REQUIRED ACTION » A complete, exact retyping of the data below is required.

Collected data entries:
-------

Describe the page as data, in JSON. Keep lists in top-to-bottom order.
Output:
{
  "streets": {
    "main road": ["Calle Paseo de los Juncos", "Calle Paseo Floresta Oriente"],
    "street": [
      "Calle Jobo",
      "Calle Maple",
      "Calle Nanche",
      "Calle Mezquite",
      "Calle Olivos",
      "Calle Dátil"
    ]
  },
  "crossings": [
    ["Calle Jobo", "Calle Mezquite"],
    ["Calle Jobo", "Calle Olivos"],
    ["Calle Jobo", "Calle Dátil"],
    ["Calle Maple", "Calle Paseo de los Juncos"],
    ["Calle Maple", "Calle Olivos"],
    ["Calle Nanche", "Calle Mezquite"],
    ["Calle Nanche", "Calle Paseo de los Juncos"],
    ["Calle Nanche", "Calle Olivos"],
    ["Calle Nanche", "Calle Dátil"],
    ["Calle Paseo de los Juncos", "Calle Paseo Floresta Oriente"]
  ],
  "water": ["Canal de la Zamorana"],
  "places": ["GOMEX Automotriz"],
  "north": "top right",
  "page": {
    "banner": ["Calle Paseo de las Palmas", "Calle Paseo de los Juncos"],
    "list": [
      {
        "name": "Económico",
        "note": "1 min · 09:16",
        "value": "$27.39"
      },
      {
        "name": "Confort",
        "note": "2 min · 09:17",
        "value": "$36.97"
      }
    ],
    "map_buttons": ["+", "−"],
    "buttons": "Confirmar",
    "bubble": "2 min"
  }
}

-------

WRITTEN SOLUTION »
Describe the page as data, in JSON. Keep lists in top-to-bottom order.
Output:
{
  "streets": {
    "main road": ["Calle Paseo de los Juncos", "Calle Paseo Floresta Oriente"],
    "street": [
      "Calle Jobo",
      "Calle Maple",
      "Calle Nanche",
      "Calle Mezquite",
      "Calle Olivos",
      "Calle Dátil"
    ]
  },
  "crossings": [
    ["Calle Jobo", "Calle Mezquite"],
    ["Calle Jobo", "Calle Olivos"],
    ["Calle Jobo", "Calle Dátil"],
    ["Calle Maple", "Calle Paseo de los Juncos"],
    ["Calle Maple", "Calle Olivos"],
    ["Calle Nanche", "Calle Mezquite"],
    ["Calle Nanche", "Calle Paseo de los Juncos"],
    ["Calle Nanche", "Calle Olivos"],
    ["Calle Nanche", "Calle Dátil"],
    ["Calle Paseo de los Juncos", "Calle Paseo Floresta Oriente"]
  ],
  "water": ["Canal de la Zamorana"],
  "places": ["GOMEX Automotriz"],
  "north": "top right",
  "page": {
    "banner": ["Calle Paseo de las Palmas", "Calle Paseo de los Juncos"],
    "list": [
      {
        "name": "Económico",
        "note": "1 min · 09:16",
        "value": "$27.39"
      },
      {
        "name": "Confort",
        "note": "2 min · 09:17",
        "value": "$36.97"
      }
    ],
    "map_buttons": ["+", "−"],
    "buttons": "Confirmar",
    "bubble": "2 min"
  }
}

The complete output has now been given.